Low-risk F1 cases are people who, for example, have visited a supermarket or convenience store where a COVID patient has visited, or those who live in the same building or same floor as a COVID patient. 

Security cameras inside stores or shops can be used to help determine whether someone should be classified as low-risk or high-risk, according to Khanh.

The F1 cases quarantining at home should be supervised so that they do not leave the house. In addition to complying with preventive measures, the family and neighbours also have a supervisory role. 

Quarantining F1 cases at home can also reduce the risk of cross-infection that can occur in centralised isolation areas. But family members must minimise contact with the F1, Khanh said.

The city has taken serious measures and focused resources on battling the current outbreak, but the number of cases is still increasing, and thus the number of F1 cases continues to rise. 

In addition, an unknown number of people who are asymptomatic are considered potential “silent transmitters" in the community.

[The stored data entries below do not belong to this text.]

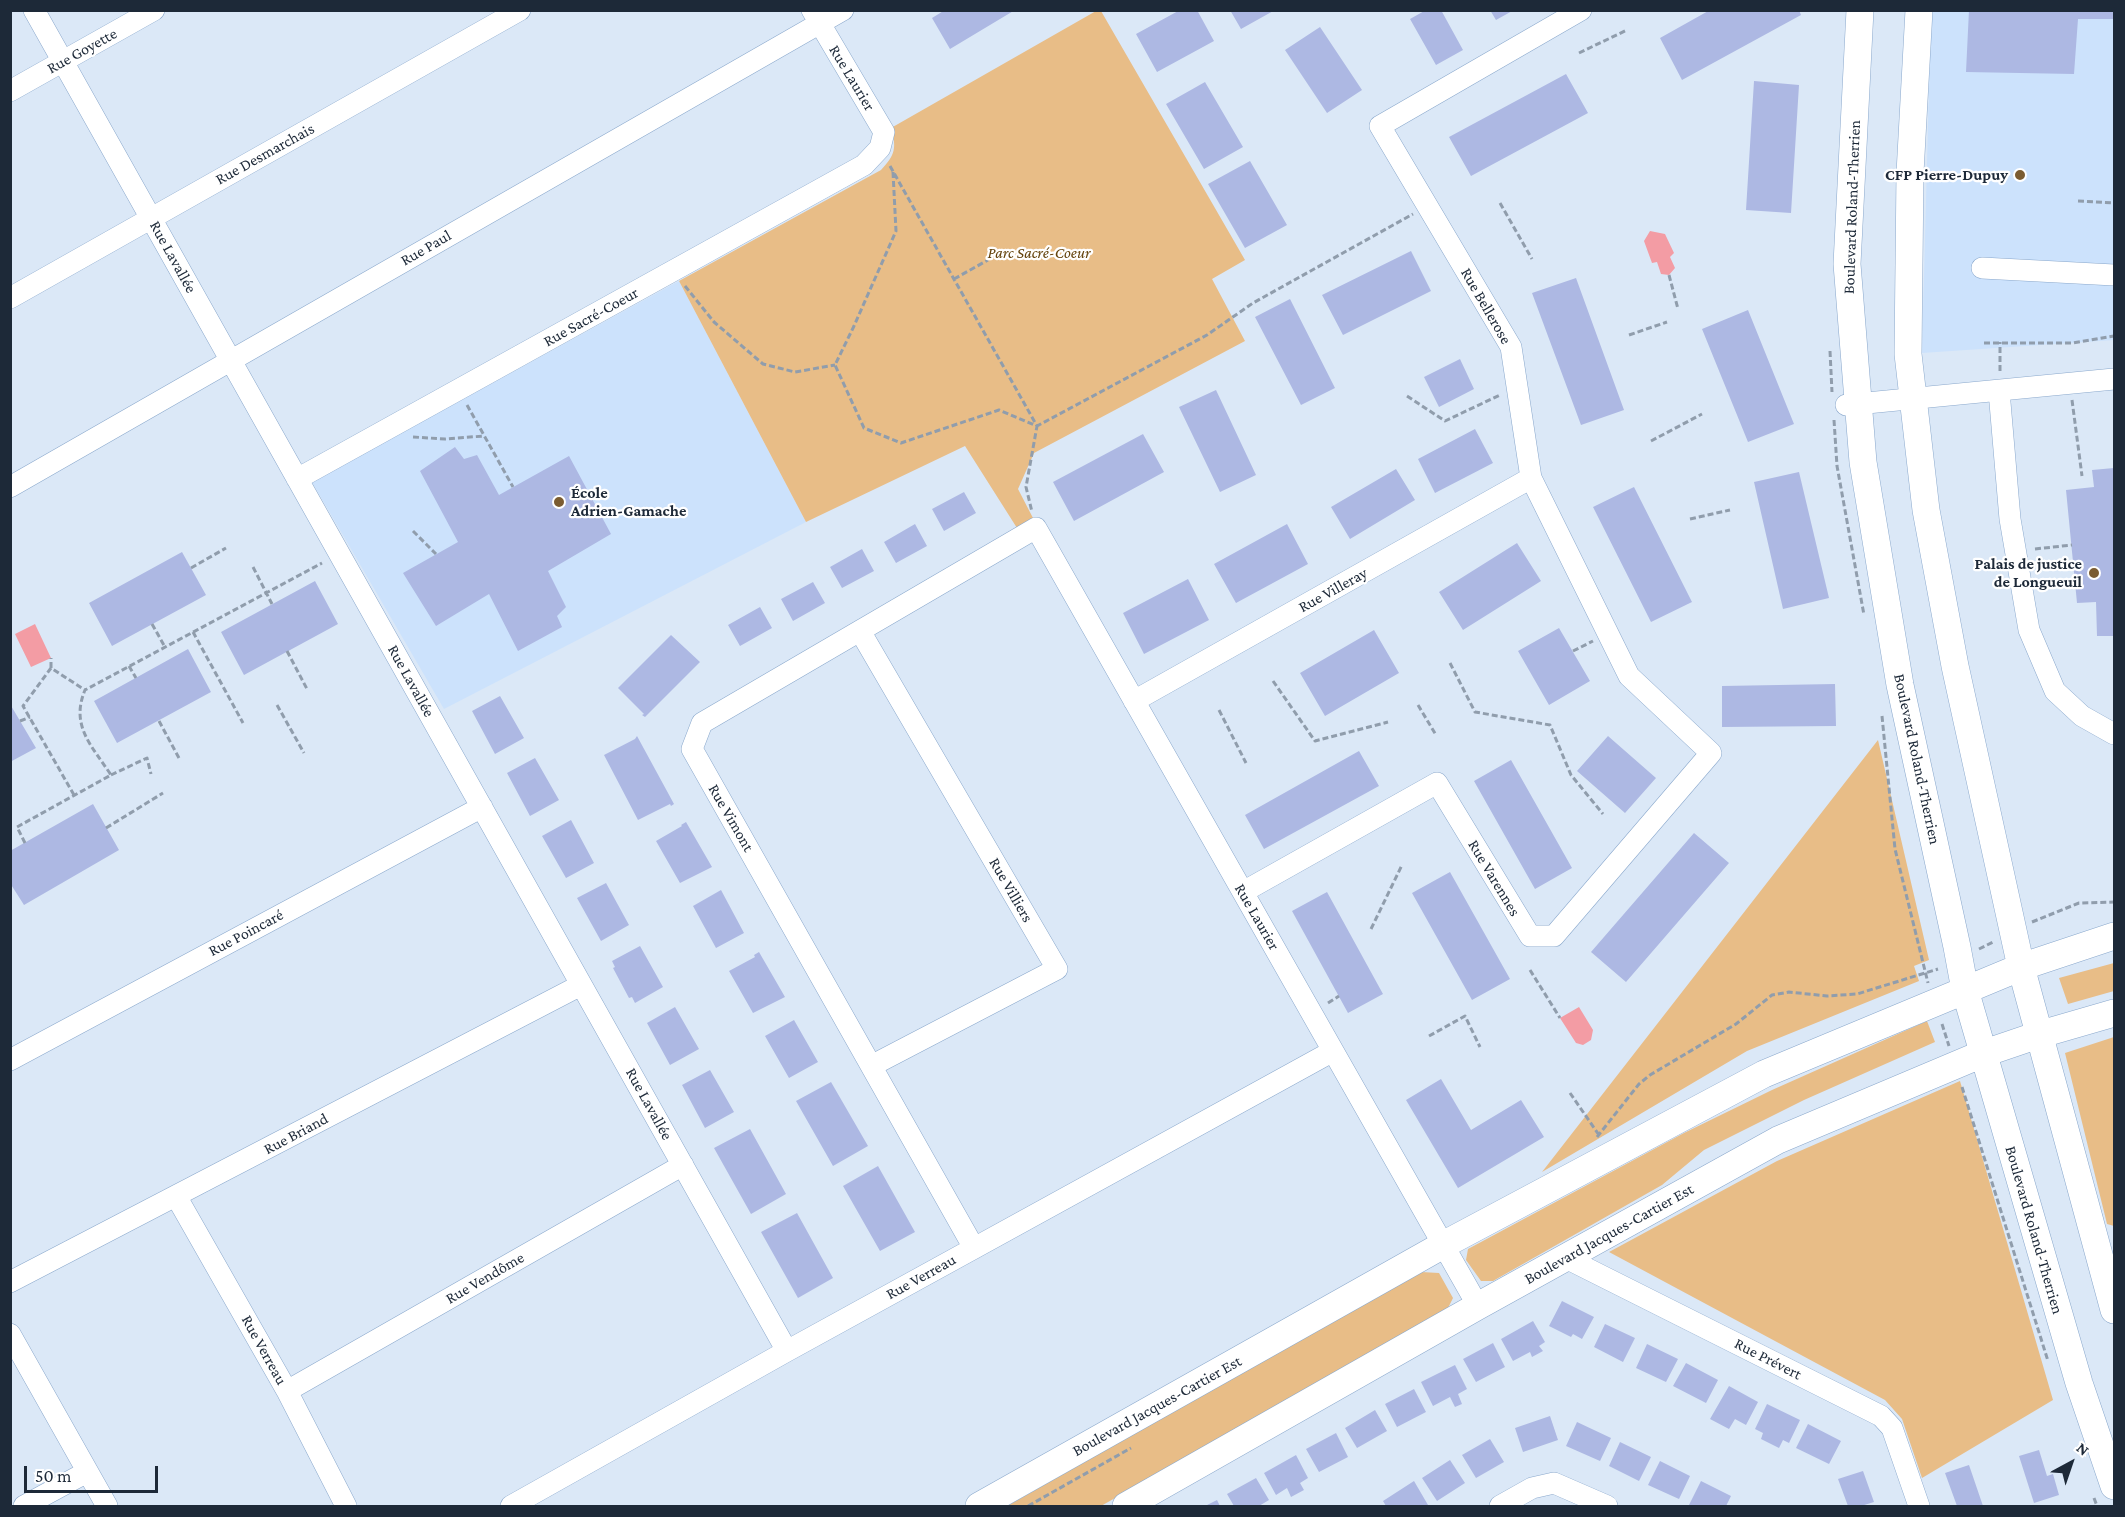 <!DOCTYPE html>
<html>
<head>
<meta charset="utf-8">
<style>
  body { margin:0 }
  #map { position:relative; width:2125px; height:1517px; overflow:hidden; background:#dbe8f7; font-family:"Crimson Pro",serif }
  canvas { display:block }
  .frame { position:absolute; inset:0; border:12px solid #1d2938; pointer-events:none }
  .north { position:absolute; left:2041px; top:1433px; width:60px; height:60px; -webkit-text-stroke:4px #fff; paint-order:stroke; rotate:40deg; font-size:16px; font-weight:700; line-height:24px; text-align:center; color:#1d2938 }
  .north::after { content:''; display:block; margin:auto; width:21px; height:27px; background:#1d2938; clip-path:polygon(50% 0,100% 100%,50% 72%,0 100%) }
  .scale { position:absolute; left:24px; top:1466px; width:134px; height:27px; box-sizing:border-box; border:3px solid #1d2938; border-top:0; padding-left:8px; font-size:18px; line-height:21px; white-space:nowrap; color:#1d2938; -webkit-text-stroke:4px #fff; paint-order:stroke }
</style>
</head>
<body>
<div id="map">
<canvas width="2125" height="1517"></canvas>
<div class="frame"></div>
<div class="north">N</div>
<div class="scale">50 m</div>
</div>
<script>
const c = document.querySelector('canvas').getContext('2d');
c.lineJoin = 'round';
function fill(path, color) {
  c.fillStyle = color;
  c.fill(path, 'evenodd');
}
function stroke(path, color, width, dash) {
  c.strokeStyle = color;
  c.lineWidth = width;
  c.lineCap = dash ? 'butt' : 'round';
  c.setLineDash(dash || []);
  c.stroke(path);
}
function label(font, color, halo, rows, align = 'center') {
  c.font = font + ' "Crimson Pro",serif';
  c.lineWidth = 4.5;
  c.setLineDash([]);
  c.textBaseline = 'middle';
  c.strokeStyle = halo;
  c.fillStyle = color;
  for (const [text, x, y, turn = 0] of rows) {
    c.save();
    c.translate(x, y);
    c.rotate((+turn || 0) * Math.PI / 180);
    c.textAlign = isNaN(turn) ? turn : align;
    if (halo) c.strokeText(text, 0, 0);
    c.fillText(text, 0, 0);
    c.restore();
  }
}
fill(new Path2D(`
  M1931 11H2114V340L1922 353Z
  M679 281 806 522 444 709 312 482Z`), '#cce2fc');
fill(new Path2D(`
  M1096 11H1101L1245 260 1212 279 1245 341 1034 453 1018 489 1033 518 1017 528 965 446 806 522 679 281 881 170C895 155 897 148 891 128Z
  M1878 740 1929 960 1914 966 1919 981 1747 1051 1542 1172Z
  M2114 963V991L2068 1004 2059 978Z
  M1927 1021 1935 1042 1804 1100 1704 1150 1662 1185 1493 1281H1481L1466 1260 1468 1249 1684 1133 1772 1090Z
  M2114 1037V1226L2107 1224 2065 1053Z
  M1960 1081 2053 1400 1922 1478 1902 1419 1885 1400 1609 1252 1777 1161Z
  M1421 1272 1439 1273 1453 1298 1447 1310 1101 1506H1007L1413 1275Z`), '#e8bd87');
fill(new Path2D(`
  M1650 231 1665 234 1674 253 1670 257 1675 268 1669 275 1661 274 1657 262 1652 263 1644 241Z
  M35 624 51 658 31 667 15 634Z
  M1579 1007 1593 1030 1591 1040 1583 1045 1576 1043 1560 1018Z`), '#f39ca4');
fill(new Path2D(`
  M945 10H1015L950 49 932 18Z
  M1180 10H1197L1214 41 1157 72 1136 34Z
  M1230 10H1275L1241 29Z
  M1426 10H1441L1463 50 1436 65 1410 19Z
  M1490 10H1514L1496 20Z
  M1710 10H1799L1801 15 1682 80 1660 38Z
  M1969 10H2114V19H2078L2074 74 1966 72Z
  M1320 27 1362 90 1327 113 1285 50Z
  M1566 74 1588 113 1471 176 1449 137Z
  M1754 81 1799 85 1791 213 1746 210Z
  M1205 82 1243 147 1204 169 1166 104Z
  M1250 161 1287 225 1245 248 1208 184Z
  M1411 251 1431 291 1343 335 1322 295Z
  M1576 278 1624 410 1581 425 1532 293Z
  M1290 299 1335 388 1301 405 1255 317Z
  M1748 310 1794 424 1748 442 1702 329Z
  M1460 359 1474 389 1439 407 1424 377Z
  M1216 390 1256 475 1220 492 1179 407Z
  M1475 429 1493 463 1435 493 1418 459Z
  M1143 434 1164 472 1074 521 1053 482Z
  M455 447 464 459 477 455 499 495 569 456 611 534 548 571 566 607 557 616 562 627 518 651 489 594 436 626 403 573 458 542 420 471Z
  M2114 468V636H2097L2096 602 2077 603 2066 490 2094 487 2092 470Z
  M1396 469 1415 500 1350 539 1331 507Z
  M1799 472 1829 598 1783 609 1754 482Z
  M1634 487 1692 602 1651 622 1593 507Z
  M964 492 976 513 944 531 932 509Z
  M915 524 927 546 896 563 884 542Z
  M1287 524 1308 564 1236 603 1214 564Z
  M1517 543 1541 581 1463 630 1439 592Z
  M862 549 874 571 842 588 830 567Z
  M182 552 206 595 112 646 89 603Z
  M1188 579 1209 620 1144 654 1123 613Z
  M315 581 338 624 244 675 221 632Z
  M813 582 825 603 793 621 781 599Z
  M760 607 772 628 740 646 728 625Z
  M1559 628 1590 681 1549 705 1518 651Z
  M1374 630 1399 673 1325 716 1300 673Z
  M671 635 700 662 645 717 642 715 644 714 618 688Z
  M188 649 211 692 117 743 94 701Z
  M1835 684 1836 726 1722 727V686Z
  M500 696 524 738 495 754 472 711Z
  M10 704 36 748 10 762Z
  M637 736 674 804 671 806 670 804 638 820 604 755 635 739Z
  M1608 736 1656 778 1625 813 1577 771Z
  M1359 751 1379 786 1264 849 1245 815Z
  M535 758 559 800 530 816 507 773Z
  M1511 760 1572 868 1535 889 1474 781Z
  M93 804 119 850 24 905 10 883V851Z
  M571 820 594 863 566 878 542 836Z
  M686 822 712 867 680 883 656 841 682 826 681 825Z
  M1694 833 1729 863 1626 982 1591 952Z
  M1450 872 1510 979 1472 1000 1412 893Z
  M606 883 629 925 601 941 577 898Z
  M721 890 744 933 716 948 693 906Z
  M1327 892 1383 994 1348 1013 1292 911Z
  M640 946 663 987 635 1003 632 997 629 998 613 968 615 967 612 961Z
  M759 952 785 997 753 1013 729 971 755 957 754 955Z
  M675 1007 699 1049 670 1065 647 1023Z
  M794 1020 818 1062 789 1078 765 1036Z
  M710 1070 734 1112 705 1128 682 1085Z
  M1441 1079 1471 1130 1521 1100 1544 1137 1458 1188 1406 1100Z
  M831 1082 868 1146 833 1166 796 1101Z
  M750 1129 786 1194 751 1214 714 1148Z
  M878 1166 915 1232 880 1251 843 1186Z
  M797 1213 833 1278 798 1298 761 1232Z
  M1562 1301 1594 1317 1582 1339 1573 1334 1571 1337 1549 1326Z
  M1533 1321 1545 1342 1539 1346 1543 1351 1532 1357 1530 1352 1513 1361 1501 1339Z
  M1605 1324 1635 1338 1623 1362 1594 1347Z
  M1493 1343 1505 1367 1476 1382 1463 1359Z
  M1647 1344 1678 1359 1666 1382 1636 1368Z
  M1686 1363 1718 1380 1706 1403 1673 1386Z
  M1455 1365 1467 1389 1458 1394 1462 1404 1455 1407 1450 1397 1433 1406 1421 1382Z
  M1729 1386 1758 1402 1746 1425 1735 1419 1729 1429 1710 1419Z
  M1414 1389 1426 1412 1397 1427 1385 1404Z
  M1767 1404 1800 1420 1789 1443 1783 1440 1779 1448 1761 1439 1763 1433 1755 1429Z
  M1375 1410 1387 1431 1357 1448 1345 1428Z
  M1550 1416 1558 1440 1523 1452 1515 1428Z
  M1577 1422 1611 1438 1600 1461 1566 1446Z
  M1808 1424 1841 1441 1829 1464 1796 1448Z
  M1336 1433 1348 1457 1319 1472 1306 1449Z
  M1490 1439 1504 1462 1476 1478 1462 1455Z
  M1620 1442 1651 1457 1639 1481 1609 1466Z
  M2039 1450 2047 1476 2053 1474 2059 1495 2034 1503 2019 1456Z
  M1296 1455 1308 1478 1300 1483 1304 1490 1291 1497 1287 1488 1276 1495 1264 1473Z
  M1450 1460 1465 1483 1437 1501 1422 1478Z
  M1660 1461 1690 1476 1679 1499 1648 1485Z
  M1969 1465 1983 1506H1957L1945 1473Z
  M1863 1471 1874 1502 1861 1506H1848L1838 1479Z
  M1256 1478 1269 1500 1259 1506H1234L1227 1494Z
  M1414 1481 1428 1505 1386 1506 1383 1501Z
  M1701 1481 1731 1496 1726 1506 1689 1505Z
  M1217 1500 1220 1506H1205Z`), '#adb8e3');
const minor = new Path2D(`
  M34 10 787 1351
  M10 91 154 10
  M1982 268 2114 275
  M10 298 520 10
  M1999 391 2010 519 2029 630 2055 691 2082 716 2114 734
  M1846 405 2114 379
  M297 479 864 165 880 148 884 132 812 10
  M10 487 843 10
  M860 631 1057 969 871 1066
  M1134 701 1531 478
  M1243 892 1437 783 1530 936H1554L1711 753 1629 676 1531 478 1511 347 1380 126 1581 10
  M10 1060 482 807
  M176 1196 287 1391 346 1506
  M974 1248 692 749 702 723 1036 528 1478 1306
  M1566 1258 1881 1416 1892 1428 1919 1506
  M10 1282 581 985
  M10 1334 107 1506
  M287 1391 683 1165
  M24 1506 87 1472
  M511 1506 787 1351 1333 1051
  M1500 1506 1532 1488 1554 1483 1607 1506`);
const major = new Path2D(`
  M1860 10 1847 264 1863 462 1900 685 1957 947 1965 990 2079 1383 2114 1486
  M1919 10 1910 173 1908 354 1926 510 1955 666 2021 967 2114 1310
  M979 1506 1443 1245 1764 1074 2021 967 2114 936
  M1126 1506 1478 1306 1778 1140 1982 1054 2038 1035 2114 1013`);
stroke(minor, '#8aa8cc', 22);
stroke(major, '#8aa8cc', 28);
stroke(new Path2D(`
  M1579 53 1627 30
  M890 166 1037 426 1026 487 1032 512
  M893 172 896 231 854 326 835 365 864 428 901 443 999 410 1037 426 1207 335 1253 303 1413 214
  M2078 201 2114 203
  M1500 203 1532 259
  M1669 275 1678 309
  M954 279 988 260
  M685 286 714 322 763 364 795 372 835 365
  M1629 335 1667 322
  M1984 343H2073L2114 336
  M1830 351 1832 392
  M2000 371V342
  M1407 396 1445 421 1500 395
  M2072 400 2082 476
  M467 405 513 487
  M1834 420 1837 466 1864 615
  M413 437 445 439 484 436
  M1651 441 1702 414
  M1690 519 1730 510
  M413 531 436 554
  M2035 549 2072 545
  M253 567 272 604
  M191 568 226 548
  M152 624 165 647
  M193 632 243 723
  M287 651 307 689
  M1573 651 1593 641
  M1450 663 1475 712 1550 725 1571 775 1603 814
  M129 666 136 678
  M51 668V658
  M1273 681 1315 741 1388 722
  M277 705 304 753
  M1418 705 1436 735
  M1219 710 1246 763
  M1882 716 1895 849 1928 983
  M20 721 30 717
  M159 721 179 758
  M111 775 147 758 151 774
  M74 795 23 706 51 668 85 690
  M106 828 163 793
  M25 843 17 827 111 775C92 746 70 726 85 690L322 563
  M2032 922 2079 903 2114 902
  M1371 929 1402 865
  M1979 949 1995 941
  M1530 970 1560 1018
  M1328 1003 1339 996
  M1942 1024 1949 1046
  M1429 1036 1465 1016 1480 1047
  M1962 1087 2048 1361
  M1570 1093 1599 1135
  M1597 1137 1639 1084 1650 1075 1736 1024 1772 995 1789 992 1827 996 1857 994 1938 969
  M2094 1498 2097 1506
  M1028 1506 1131 1448`), '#909dac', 3, [6, 3]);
stroke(minor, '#fff', 21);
stroke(major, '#fff', 27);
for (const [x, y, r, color] of [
  [2020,175,6,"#7b5c31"],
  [559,502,6,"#7b5c31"],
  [2094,573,6,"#7b5c31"]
]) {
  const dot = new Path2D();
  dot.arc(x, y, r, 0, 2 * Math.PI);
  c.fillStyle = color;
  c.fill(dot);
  stroke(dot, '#fff', 2);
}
label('16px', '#1d2938', '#fff', [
  ["Rue Goyette",82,51,-29],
  ["Rue Laurier",852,78,59],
  ["Rue Desmarchais",265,154,-29],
  ["Boulevard Roland-Therrien",1852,207,-88],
  ["Rue Paul",426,248,-30],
  ["Rue Lavallée",173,257,61],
  ["Rue Bellerose",1486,306,60],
  ["Rue Sacré-Coeur",591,317,-29],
  ["Rue Villeray",1333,590,-29],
  ["Rue Lavallée",411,681,61],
  ["Boulevard Roland-Therrien",1917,759,78],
  ["Rue Vimont",731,818,60],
  ["Rue Varennes",1494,878,59],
  ["Rue Villiers",1011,890,60],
  ["Rue Laurier",1257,917,60],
  ["Rue Poincaré",246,933,-28],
  ["Rue Lavallée",649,1104,61],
  ["Rue Briand",296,1134,-28],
  ["Boulevard Roland-Therrien",2034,1230,74],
  ["Boulevard Jacques-Cartier Est",1609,1234,-29],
  ["Rue Verreau",921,1277,-29],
  ["Rue Vendôme",485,1278,-30],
  ["Rue Verreau",264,1350,61],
  ["Rue Prévert",1768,1359,27],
  ["Boulevard Jacques-Cartier Est",1157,1406,-29]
]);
label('bold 16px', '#1d2938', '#fff', [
  ["CFP Pierre-Dupuy",2008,175],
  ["École",571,493,"left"],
  ["Adrien-Gamache",571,511,"left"],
  ["Palais de justice",2082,564],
  ["de Longueuil",2082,582]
], 'right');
label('italic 16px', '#64420b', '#fff', [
  ["Parc Sacré-Coeur",1039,253]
]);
</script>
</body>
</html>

More than 33,000 people are currently under quarantine in HCM City. Of the number, 11,970 are quarantined in concentrated quarantine facilities and 21,057 at home and other accommodations. The city plans to expand the capacity of concentrated quarantine areas across the districts due to the rising number of cases.

As of June 16 afternoon, the city had recorded more than 1,000 community-transmitted cases since April 27, with the majority of cases recorded since late May, making it the third biggest COVID hotspot in the country’s fourth wave.

The city has extended citywide social distancing in line with the Government’s Directive No 15 until the end of June amid the ongoing developments of coronavirus clusters in the city./.